__Work required__. Go through the records below and report each line with "place" in it.

__Input data__.
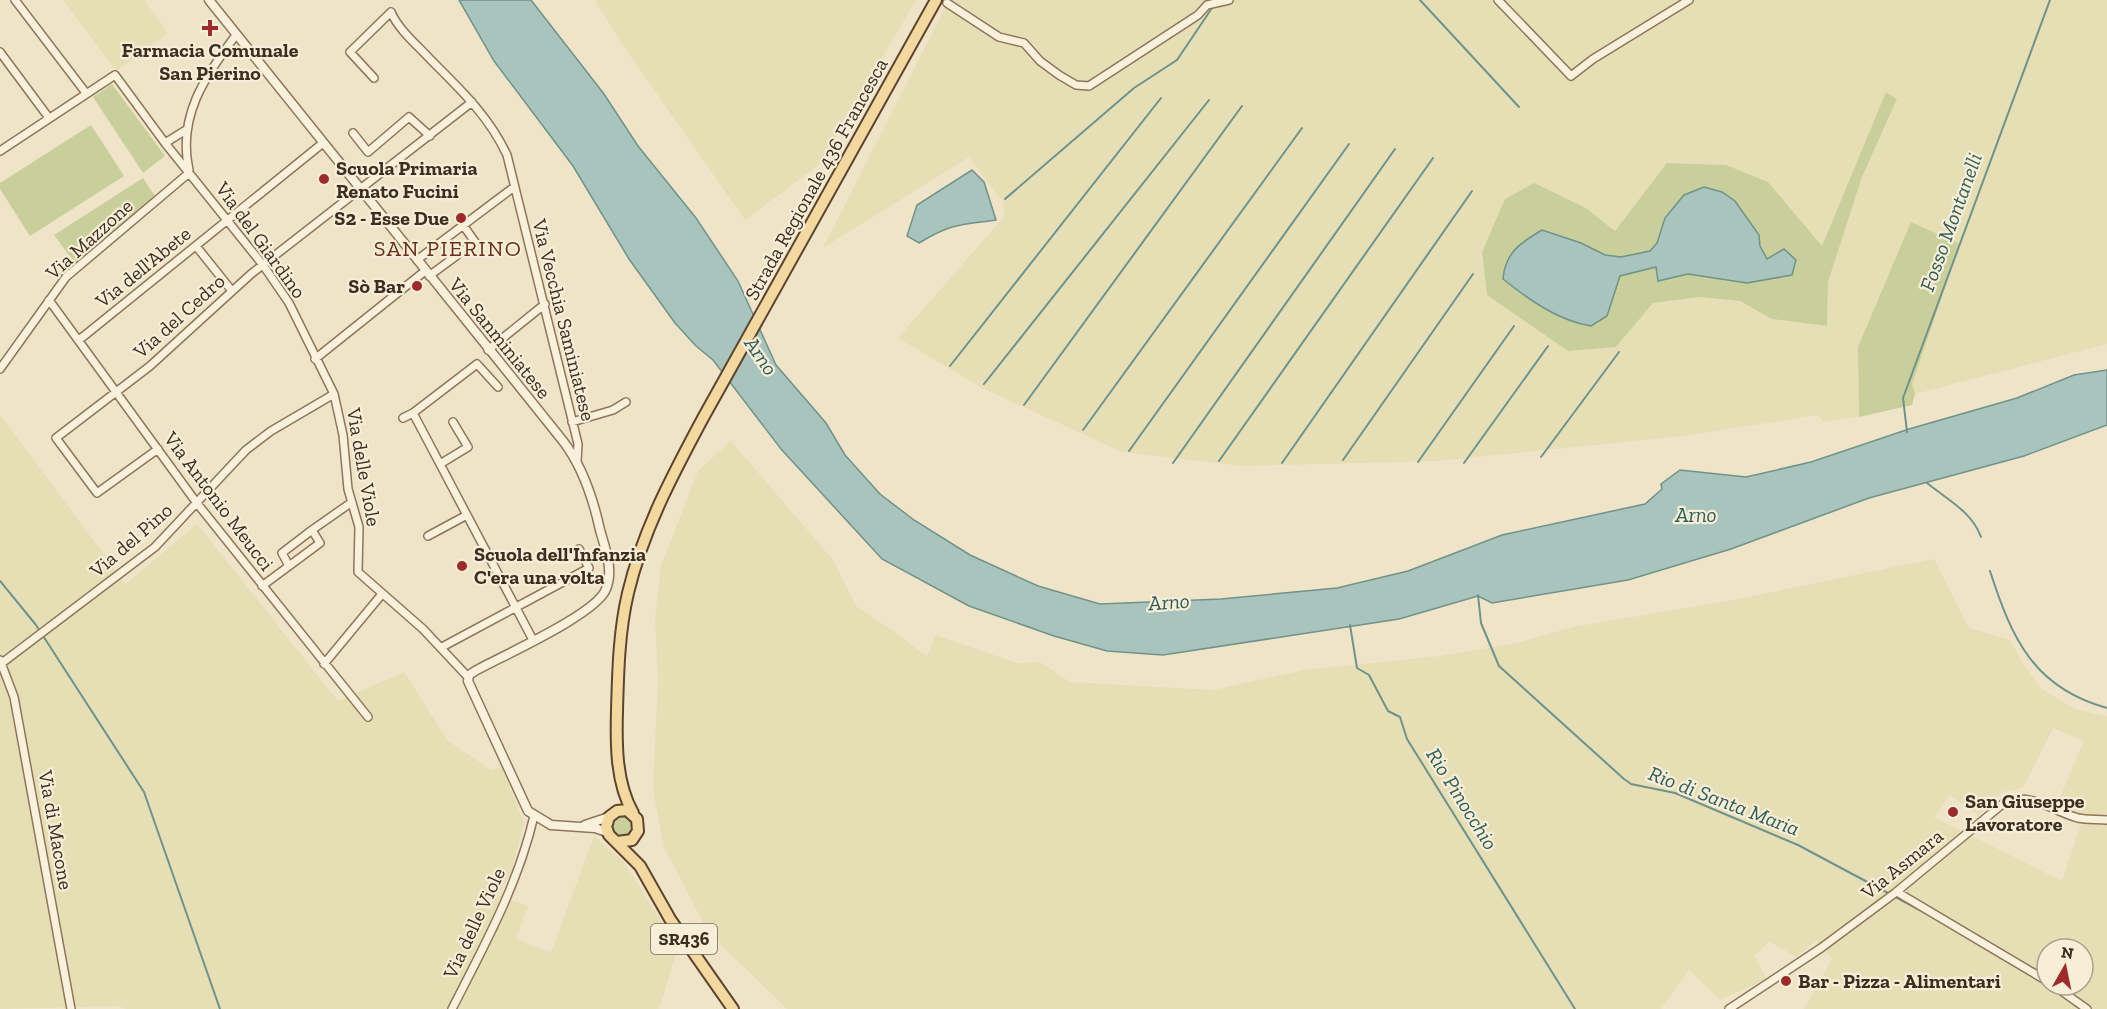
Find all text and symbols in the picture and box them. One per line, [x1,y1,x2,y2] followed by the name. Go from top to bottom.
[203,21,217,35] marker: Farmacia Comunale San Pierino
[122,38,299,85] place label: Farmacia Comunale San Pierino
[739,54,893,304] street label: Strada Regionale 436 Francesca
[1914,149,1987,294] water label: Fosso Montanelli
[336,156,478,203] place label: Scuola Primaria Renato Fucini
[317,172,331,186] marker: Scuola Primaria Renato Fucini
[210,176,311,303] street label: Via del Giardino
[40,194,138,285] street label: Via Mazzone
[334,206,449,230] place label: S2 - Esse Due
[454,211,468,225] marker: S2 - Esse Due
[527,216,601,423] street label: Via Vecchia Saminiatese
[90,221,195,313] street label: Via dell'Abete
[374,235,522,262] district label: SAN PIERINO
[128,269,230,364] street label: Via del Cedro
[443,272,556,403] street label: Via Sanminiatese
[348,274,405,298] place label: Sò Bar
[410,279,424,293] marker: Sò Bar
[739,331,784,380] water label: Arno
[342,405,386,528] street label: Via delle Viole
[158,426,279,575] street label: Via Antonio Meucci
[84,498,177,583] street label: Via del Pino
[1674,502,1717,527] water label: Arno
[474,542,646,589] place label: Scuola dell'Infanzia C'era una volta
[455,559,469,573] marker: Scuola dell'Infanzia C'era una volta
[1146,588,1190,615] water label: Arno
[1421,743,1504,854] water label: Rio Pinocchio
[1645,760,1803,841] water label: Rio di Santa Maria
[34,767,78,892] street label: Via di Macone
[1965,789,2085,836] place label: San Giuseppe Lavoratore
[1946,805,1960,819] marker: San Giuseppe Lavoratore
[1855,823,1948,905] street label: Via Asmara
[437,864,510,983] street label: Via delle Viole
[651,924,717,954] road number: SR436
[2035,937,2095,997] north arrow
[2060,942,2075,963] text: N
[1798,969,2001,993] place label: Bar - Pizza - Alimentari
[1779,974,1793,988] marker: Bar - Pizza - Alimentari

__Answer to this task__.
[122,38,299,85] place label: Farmacia Comunale San Pierino
[336,156,478,203] place label: Scuola Primaria Renato Fucini
[334,206,449,230] place label: S2 - Esse Due
[348,274,405,298] place label: Sò Bar
[474,542,646,589] place label: Scuola dell'Infanzia C'era una volta
[1965,789,2085,836] place label: San Giuseppe Lavoratore
[1798,969,2001,993] place label: Bar - Pizza - Alimentari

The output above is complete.